SOURCE INFORMATION: Begin

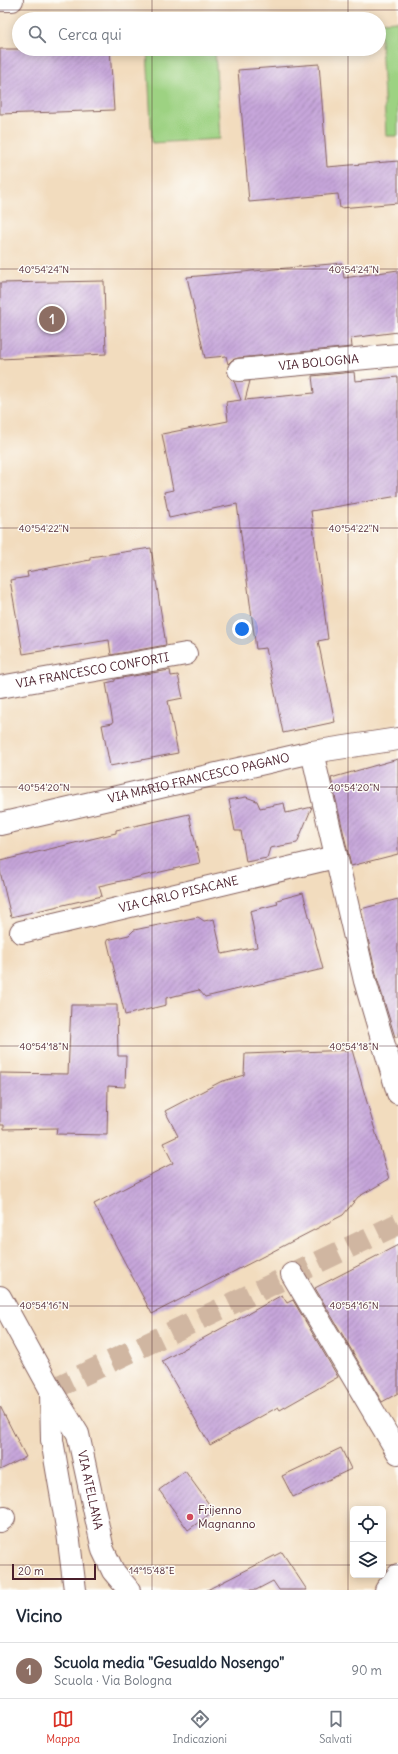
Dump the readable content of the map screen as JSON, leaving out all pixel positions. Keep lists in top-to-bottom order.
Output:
{
  "streets": {
    "street": [
      "VIA BOLOGNA",
      "VIA FRANCESCO CONFORTI",
      "VIA MARIO FRANCESCO PAGANO",
      "VIA CARLO PISACANE",
      "VIA ATELLANA"
    ]
  },
  "places": ["Frijenno Magnanno"],
  "scale_bar": "20 m",
  "page": {
    "search": "Cerca qui",
    "pins": "1",
    "scale": "20 m",
    "heading": "Vicino",
    "list": [
      {
        "mark": "1",
        "name": "Scuola media \"Gesualdo Nosengo\"",
        "note": "Scuola · Via Bologna",
        "value": "90 m"
      }
    ],
    "nav": ["Mappa", "Indicazioni", "Salvati"]
  },
  "coordinates": [
    "40°54'24\"N",
    "40°54'22\"N",
    "40°54'20\"N",
    "40°54'18\"N",
    "40°54'16\"N",
    "14°15'48\"E"
  ]
}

SOURCE INFORMATION: End

▶ **WORK TO BE COMPLETED**
What belongs in the answer is each line above, reproduced exactly, and no picture.

▶ **WORKED SOLUTION**
Dump the readable content of the map screen as JSON, leaving out all pixel positions. Keep lists in top-to-bottom order.
Output:
{
  "streets": {
    "street": [
      "VIA BOLOGNA",
      "VIA FRANCESCO CONFORTI",
      "VIA MARIO FRANCESCO PAGANO",
      "VIA CARLO PISACANE",
      "VIA ATELLANA"
    ]
  },
  "places": ["Frijenno Magnanno"],
  "scale_bar": "20 m",
  "page": {
    "search": "Cerca qui",
    "pins": "1",
    "scale": "20 m",
    "heading": "Vicino",
    "list": [
      {
        "mark": "1",
        "name": "Scuola media \"Gesualdo Nosengo\"",
        "note": "Scuola · Via Bologna",
        "value": "90 m"
      }
    ],
    "nav": ["Mappa", "Indicazioni", "Salvati"]
  },
  "coordinates": [
    "40°54'24\"N",
    "40°54'22\"N",
    "40°54'20\"N",
    "40°54'18\"N",
    "40°54'16\"N",
    "14°15'48\"E"
  ]
}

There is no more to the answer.